Vaccine Pre-clinical Toxicology Testing

Additional flowchart detail

1. Establish the manufacturing & controls, filling process (may not be final at this stage) - controls should include in-process, bulk testing, and final container lot release
2. Establish mixing parameters to ensure homogeneity, i.e., that the dosing solution contents are uniform throughout the vial and from vial to vial
3. Establish assays for lot release testing (may not be validated at this stage)
4. Establish method for determining vaccine potency (may not be final or validated at this stage)
5. Define test (e.g., bioburden), method (e.g., 25 USP <61>), and criteria (may not be final at this stage; e.g., <100 CFU and no objectionable organisms) for each bulk and filled lot of manufactured vaccine, Certificate of Analysis (COA)
6. Establish stability under storage & conditions of use during shipping & dose administration (according to a stability plan)

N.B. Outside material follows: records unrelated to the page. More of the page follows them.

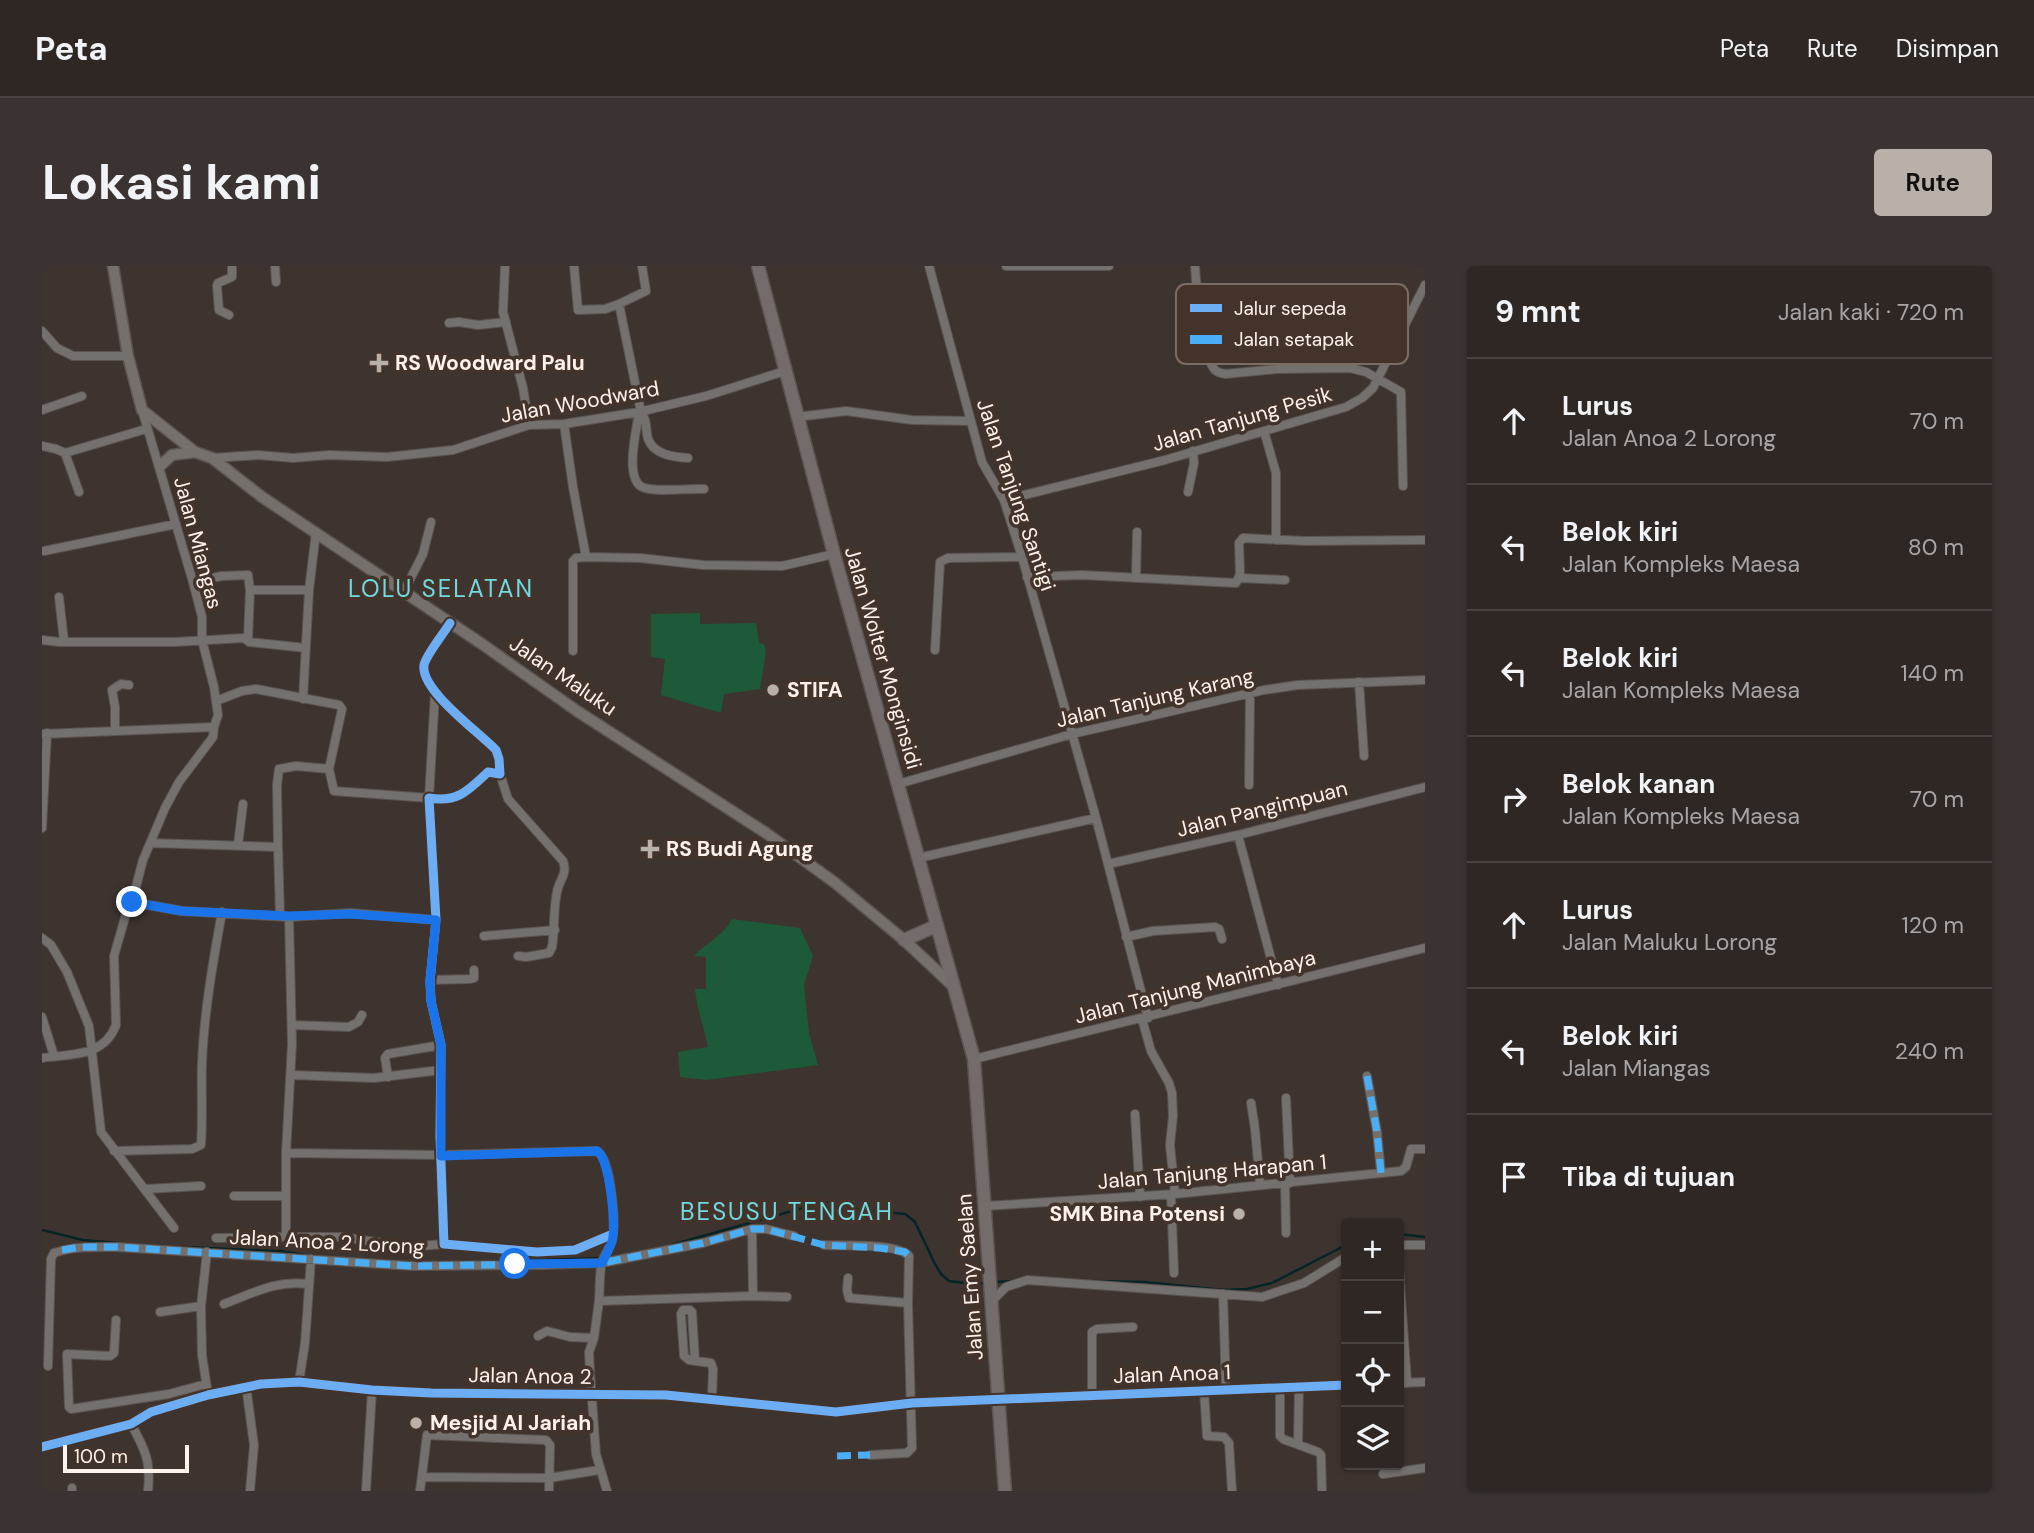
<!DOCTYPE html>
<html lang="id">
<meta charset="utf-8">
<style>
body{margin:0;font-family:"DM Sans",sans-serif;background:#3a3331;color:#f1f3f6}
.controls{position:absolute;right:21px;bottom:21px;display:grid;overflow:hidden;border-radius:7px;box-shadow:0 2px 5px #0004}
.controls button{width:63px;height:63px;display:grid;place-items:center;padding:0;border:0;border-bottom:2px solid #494441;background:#2e2724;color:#f1f3f6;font:35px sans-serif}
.scale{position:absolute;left:21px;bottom:18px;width:126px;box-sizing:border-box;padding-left:7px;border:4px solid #fef2ec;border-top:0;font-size:19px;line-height:24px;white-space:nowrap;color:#fef2ec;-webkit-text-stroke:5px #43332a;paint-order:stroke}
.stop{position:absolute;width:21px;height:21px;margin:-16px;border:5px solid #1a73e8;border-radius:50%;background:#fff}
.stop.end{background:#1a73e8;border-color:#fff;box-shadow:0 2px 7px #0008}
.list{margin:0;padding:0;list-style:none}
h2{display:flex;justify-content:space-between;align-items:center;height:91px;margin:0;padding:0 28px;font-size:30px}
h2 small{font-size:23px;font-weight:400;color:#a7a5a6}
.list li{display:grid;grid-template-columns:46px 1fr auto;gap:21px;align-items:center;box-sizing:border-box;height:126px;padding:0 28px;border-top:2px solid #494441}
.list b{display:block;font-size:26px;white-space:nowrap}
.list p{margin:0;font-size:23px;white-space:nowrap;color:#a7a5a6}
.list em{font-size:23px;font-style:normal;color:#a7a5a6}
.icon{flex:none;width:38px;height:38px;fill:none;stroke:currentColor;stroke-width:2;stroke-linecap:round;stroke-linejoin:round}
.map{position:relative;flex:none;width:1383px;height:1225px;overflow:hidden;border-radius:7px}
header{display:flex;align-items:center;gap:42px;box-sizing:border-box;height:98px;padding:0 35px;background:#2e2724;border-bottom:2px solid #494441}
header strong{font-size:33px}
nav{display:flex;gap:38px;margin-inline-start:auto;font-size:24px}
.intro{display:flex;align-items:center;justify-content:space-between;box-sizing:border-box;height:168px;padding:0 42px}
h1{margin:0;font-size:49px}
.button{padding:18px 32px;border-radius:7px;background:#bab0aa;color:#111;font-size:24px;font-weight:700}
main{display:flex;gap:42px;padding:0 42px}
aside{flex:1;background:#2e2724;border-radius:7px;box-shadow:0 2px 5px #0004}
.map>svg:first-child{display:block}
.green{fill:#1d5a39}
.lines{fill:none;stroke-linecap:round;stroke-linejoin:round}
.stream{stroke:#052426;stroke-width:2.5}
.minor-casing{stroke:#5b534f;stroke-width:10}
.major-casing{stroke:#5b534f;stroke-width:13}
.highway-casing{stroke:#5b534f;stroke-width:15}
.minor{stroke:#74706e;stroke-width:8}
.major{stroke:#76706d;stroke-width:10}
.highway{stroke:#736c6a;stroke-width:12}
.quiet{stroke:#49aef6;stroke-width:7;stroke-dasharray:14 7;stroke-linecap:butt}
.cycleway-casing{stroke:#43332a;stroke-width:13}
.cycleway{stroke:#6dadf4;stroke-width:9}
.route{stroke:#1a73e8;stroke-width:9}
.poi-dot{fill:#bab0aa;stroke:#43332a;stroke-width:2.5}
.labels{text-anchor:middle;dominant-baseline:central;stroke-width:7;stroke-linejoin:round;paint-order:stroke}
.poi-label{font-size:21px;font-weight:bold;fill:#fef2ec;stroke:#43332a;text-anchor:start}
.street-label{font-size:21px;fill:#fef2ec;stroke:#43332a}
.quarter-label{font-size:24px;letter-spacing:2px;fill:#6fdbe2;stroke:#43332a}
.key{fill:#43332a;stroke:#7b6c64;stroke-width:2}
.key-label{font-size:19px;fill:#fef2ec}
</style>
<header>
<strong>Peta</strong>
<nav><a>Peta</a><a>Rute</a><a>Disimpan</a></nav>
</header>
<div class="intro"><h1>Lokasi kami</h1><a class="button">Rute</a></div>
<main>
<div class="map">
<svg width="1383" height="1225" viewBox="0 0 1383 1225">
<rect width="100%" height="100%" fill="#3d3430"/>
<!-- green -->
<path class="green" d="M658,347V358L714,357L717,377L722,378L724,386L718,423L682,428L679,447L619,429L623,393L609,391V348Z
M690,653L758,662L771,690L762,719L767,767L776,799L664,814L638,811L636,786L666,781C662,761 655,743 653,723H664V691L652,690C665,676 681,670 690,653Z"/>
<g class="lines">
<!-- stream -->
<path class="stream" d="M0,964L41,974L75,977
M1357,968L1383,971
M629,979L782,936L820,944L863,948L873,956L893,998L899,1008L907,1015L931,1018L944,1017
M141,981L240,985L267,990
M441,996L561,992
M1049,1015L1103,1016L1180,1024L1205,1023L1230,1017L1304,979
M951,1016L972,1015"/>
<defs>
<path id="minor" d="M233,0L234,16
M463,0L461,46L481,122L487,159
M532,0L536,44L563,43L577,38L599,146C606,155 603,163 606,173C612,189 632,191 646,192
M887,0L940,196L962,234L980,291L1054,552L1106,752
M964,0H1067
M1153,0C1154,18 1161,93 1173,104C1176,107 1179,107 1183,108L1235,103L1308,102L1324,106L1359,126L1361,220
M577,38L604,25L600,0
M187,49L177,44L175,20L176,17L190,11V0
M407,57L417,56L436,59L464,56
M0,65L15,82L31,90H86
M0,144L40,130
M597,146C595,163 582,211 600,221C612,227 648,222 662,223
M755,151L804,145L870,154L929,155
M522,158L531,221L544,291L598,292L661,299L740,300L792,288
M1222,165L1234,207V274
M0,180L14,183L23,187L104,163
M23,187L37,226
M170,192L216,189L251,192L287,189L345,191L411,184L487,159L522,158L597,146L664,130L743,105
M1146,226L1152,197L1151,185
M962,234L1123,194L1304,141L1320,132L1331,122L1383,19
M2,285L134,258
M985,311L1040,309L1194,317L1198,308L1197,277L1201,272L1263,275L1383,274
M1094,312L1095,266
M1198,312L1243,314
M151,316L180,310L206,309L208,324H267
M362,325L381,288L389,256
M17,331L22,375
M408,357C402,367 384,389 382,399C378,424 437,466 454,484L457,493L458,508L446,506C426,525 415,537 387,532L394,654L388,715L389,735L399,779L398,870L402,978L495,986L533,984L571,968
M206,373L208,324
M0,374L17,376H133L202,372L207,376L264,382
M893,384L898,296L906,292L980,291
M531,385V295L534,292L544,291
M1317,416L1322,490
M261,433L267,324L274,266
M73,465V441L70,424L79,418L87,419
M0,468L172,461
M287,503L292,525L387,532L393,427
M458,508L466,533L521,595C526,609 517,613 515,626C511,644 513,663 510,681L507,687L484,691L476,690
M856,518L1030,468L1222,424L1256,419L1383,414
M1207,519L1208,428
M0,562L5,467
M1196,569L1236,719
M109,577L236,581L235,519L237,503L254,500L287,503L300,443L297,439L214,423L200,425L174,435
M196,579L201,538
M236,581L238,649
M876,592L1054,552
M1066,598L1196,569L1383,521
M90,636L140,645L247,651L308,647L394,654
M247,651L250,778L244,887V971H300L367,981L402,978
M442,670L513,664
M1084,671L1111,665L1173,661L1177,663L1180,673
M0,672L9,679L25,706L47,760L59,866L132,962
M388,714L428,713L432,712V704
M0,751L12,790
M1100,753L1109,785L1127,817L1130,827L1131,850L1128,879L1133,928
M250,759L307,761L316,756L320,749
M0,792C29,788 62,791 74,759L72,690L86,641L90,636L101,594L123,542L137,516L171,471L172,461L176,449L172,421L160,374V351L151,316L100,144
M932,793L1383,682
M250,809L332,812L399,804
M1325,810L1335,866L1339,907
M346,811L343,792L346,788L399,779
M1244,832L1248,917
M1209,837L1213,863L1218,919
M1093,848L1098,931
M72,885L150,883L159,879C161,851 159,824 160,797C162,747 171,696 180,646
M244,887L399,889L555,885C569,893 573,953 571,970C570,979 563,987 560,996C557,1008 558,1022 557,1035
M1243,917L1244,967
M104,923L159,920
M1129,928L1132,1007
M192,930H244
M943,940L1133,928L1359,905L1364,901L1369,883H1383
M710,963L711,1030
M174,972L244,971
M782,979C802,980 855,977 867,990L866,1037L870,1182L865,1187L828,1189
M1357,979H1383
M165,986L159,1040L160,1089L165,1122
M1357,1002L1365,1117
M806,1012L805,1024L807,1032L866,1037
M1181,1028L1184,1124
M949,1036L964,1021L985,1014L1220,1031L1262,1017L1304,991
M182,1038C211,1027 234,1014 266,1018
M118,1046L159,1040
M74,1054L72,1087L68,1090L25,1088L27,1141L29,1143L127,1128L164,1118
M496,1070L505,1065L528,1071L552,1072
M653,1095L650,1046L648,1044H641L639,1048L642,1090L647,1094L669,1097L671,1103L670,1132
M6,1100L9,993L12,987C32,980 54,981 75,981L370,1000L499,999L560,997L661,977L710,963H724L752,970
M257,1116L263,1077L269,993
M1357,1117L1383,1116
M204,1120L212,1179L208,1225
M1238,1122V1170L1241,1173L1276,1186L1279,1189L1280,1225
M1162,1125L1165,1170L1182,1171L1187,1177L1190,1225
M1050,1129V1066L1055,1063L1091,1061
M89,1158C103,1183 109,1195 106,1225
M1256,1177L1257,1121
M0,1181L89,1158L109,1146L166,1129L219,1118L257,1116L330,1124L389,1127L624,1129L794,1146L870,1137L1304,1119
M1341,1208L1383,1202
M381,1211L507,1212L557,1204
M30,1225V1222
M324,1225L330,1124
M378,1225L385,1169L504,1174L508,1179L507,1225
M565,1225L554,1188L548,1107L547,1086L552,1072L557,1035L711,1030L745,1031"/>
<path id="major" d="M71,0L86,90L100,144L153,186L170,192L220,231L440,378L535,445L724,567L792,616L862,674L911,720
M118,200L130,189L153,186"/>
<path id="highway" d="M716,0L792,288L932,793L963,1225
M862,674L894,660"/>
</defs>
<!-- minor casing -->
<use href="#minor" class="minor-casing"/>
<!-- major casing -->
<use href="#major" class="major-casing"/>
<!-- highway casing -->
<use href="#highway" class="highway-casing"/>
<!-- minor -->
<use href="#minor" class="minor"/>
<!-- major -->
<use href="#major" class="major"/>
<!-- highway -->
<use href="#highway" class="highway"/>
<!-- quiet -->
<path class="quiet" d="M1325,810L1335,866L1339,907
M20,984L38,981H75L370,1000L560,997L661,977L710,963H724L782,979L838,982L863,986L867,990
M795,1190L828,1189"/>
<defs>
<path id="cycleway" d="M408,357C402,367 384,389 382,399C378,424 437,466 454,484L457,493L458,508L446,506C426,525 415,537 387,532L394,654L388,715L389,735L399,779L398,870L402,978L495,986L533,984L571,968
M0,1181L89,1158L109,1146L166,1129L219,1118L257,1116L330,1124L389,1127L624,1129L794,1146L870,1137L1304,1119"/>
</defs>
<!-- cycleway casing -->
<use href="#cycleway" class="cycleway-casing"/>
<!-- cycleway -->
<use href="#cycleway" class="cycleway"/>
</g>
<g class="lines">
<!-- route -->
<path class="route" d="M90,636L139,645L247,650L308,648L394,654L388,715L389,735L399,779V890L555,885C568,892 573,956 571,971C570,979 564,989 560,997L473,998"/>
</g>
<!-- markers -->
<g class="poi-dot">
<path d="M333.5 86.5h7v7h7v7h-7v7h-7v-7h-7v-7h7z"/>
<circle cx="731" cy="424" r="7"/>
<path d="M604.5 572.5h7v7h7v7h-7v7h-7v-7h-7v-7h7z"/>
<circle cx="1197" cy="948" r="7"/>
<circle cx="374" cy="1157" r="7"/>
</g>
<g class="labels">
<!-- poi labels -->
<g class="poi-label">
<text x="353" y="97">RS Woodward Palu</text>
<text x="745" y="424">STIFA</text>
<text x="624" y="583">RS Budi Agung</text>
<text x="1183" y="948" text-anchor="end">SMK Bina Potensi</text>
<text x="388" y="1157">Mesjid Al Jariah</text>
</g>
<!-- street labels -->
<g class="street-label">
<text transform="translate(538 136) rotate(-10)">Jalan Woodward</text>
<text transform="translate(1200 153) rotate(-16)">Jalan Tanjung Pesik</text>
<text transform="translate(974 229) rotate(71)">Jalan Tanjung Santigi</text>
<text transform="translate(156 277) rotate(75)">Jalan Miangas</text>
<text transform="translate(841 392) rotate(74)">Jalan Wolter Monginsidi</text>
<text transform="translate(521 410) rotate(34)">Jalan Maluku</text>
<text transform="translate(1113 432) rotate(-13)">Jalan Tanjung Karang</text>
<text transform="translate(1220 543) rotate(-14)">Jalan Pangimpuan</text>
<text transform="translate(1153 721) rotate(-14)">Jalan Tanjung Manimbaya</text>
<text transform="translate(1170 906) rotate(-5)">Jalan Tanjung Harapan 1</text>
<text transform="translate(285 976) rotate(3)">Jalan Anoa 2 Lorong</text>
<text transform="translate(928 1011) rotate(-94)">Jalan Emy Saelan</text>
<text transform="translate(1130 1108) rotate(-2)">Jalan Anoa 1</text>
<text transform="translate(488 1110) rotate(1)">Jalan Anoa 2</text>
</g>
<!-- quarter labels -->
<g class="quarter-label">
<text x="399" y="322">LOLU SELATAN</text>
<text x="745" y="945">BESUSU TENGAH</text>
</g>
</g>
<!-- legend -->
<rect x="1134" y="18" width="232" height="80" rx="10" class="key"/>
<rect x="1148" y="38" width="32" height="8" fill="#6dadf4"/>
<rect x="1148" y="69" width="32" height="9" fill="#49aef6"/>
<g class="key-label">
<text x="1192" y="49">Jalur sepeda</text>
<text x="1192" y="80">Jalan setapak</text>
</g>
</svg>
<div class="controls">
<button>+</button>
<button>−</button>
<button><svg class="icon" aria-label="locate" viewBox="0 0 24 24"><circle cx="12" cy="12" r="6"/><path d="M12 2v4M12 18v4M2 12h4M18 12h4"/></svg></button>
<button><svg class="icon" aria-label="layers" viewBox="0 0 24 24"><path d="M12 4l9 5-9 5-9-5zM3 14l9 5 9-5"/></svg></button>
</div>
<div class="scale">100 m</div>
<div class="stop" style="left:473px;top:998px"></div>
<div class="stop end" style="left:90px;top:636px"></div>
</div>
<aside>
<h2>9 mnt<small>Jalan kaki · 720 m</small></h2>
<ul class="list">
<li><svg class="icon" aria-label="ahead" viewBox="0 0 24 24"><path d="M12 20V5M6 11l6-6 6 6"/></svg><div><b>Lurus</b><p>Jalan Anoa 2 Lorong</p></div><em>70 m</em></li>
<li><svg class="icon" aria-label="left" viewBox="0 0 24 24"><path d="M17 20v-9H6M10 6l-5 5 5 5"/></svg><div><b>Belok kiri</b><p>Jalan Kompleks Maesa</p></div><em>80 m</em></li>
<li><svg class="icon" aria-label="left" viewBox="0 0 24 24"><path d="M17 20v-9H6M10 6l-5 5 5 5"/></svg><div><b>Belok kiri</b><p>Jalan Kompleks Maesa</p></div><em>140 m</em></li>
<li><svg class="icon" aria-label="right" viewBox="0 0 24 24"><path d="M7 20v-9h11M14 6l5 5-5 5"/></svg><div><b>Belok kanan</b><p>Jalan Kompleks Maesa</p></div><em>70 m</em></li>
<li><svg class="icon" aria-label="ahead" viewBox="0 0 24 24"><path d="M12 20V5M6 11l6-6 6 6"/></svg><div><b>Lurus</b><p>Jalan Maluku Lorong</p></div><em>120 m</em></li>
<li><svg class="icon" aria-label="left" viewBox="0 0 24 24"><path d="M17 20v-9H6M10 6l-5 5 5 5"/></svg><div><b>Belok kiri</b><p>Jalan Miangas</p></div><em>240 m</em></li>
<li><svg class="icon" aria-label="arrive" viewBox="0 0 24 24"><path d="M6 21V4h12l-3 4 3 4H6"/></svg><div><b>Tiba di tujuan</b></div></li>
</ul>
</aside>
</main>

http://www.fda.gov/cber/gdlns/plasmid.pdf page 22

http://www.fda.gov/cber/gdlns/plasmid.pdf page 24 for DNA vaccines and/or http://www.fda.gov/cber/gdlns/reprotox.pdf

http://www.fda.gov/cber/gdlns/plasmid.pdf page 25

Other product specific safety assessments may include, but are not limited to: neurovirulence, attenuation, distribution within airways of delivery by a nasal delivery device, particle size distribution delivered by a delivery device, toxicology of excipients, including adjuvants (including cytokines), allergenicity, formation of neo-antigens (unwanted immunogenicity), autoimmunity, etc. The necessity for these specialized safety assessments is based on the vaccine modality or may be product-specific, thus, it may be determined on a case-by-case basis. Guidance should be sought from CBER, preferably in the format of a pre-IND meeting.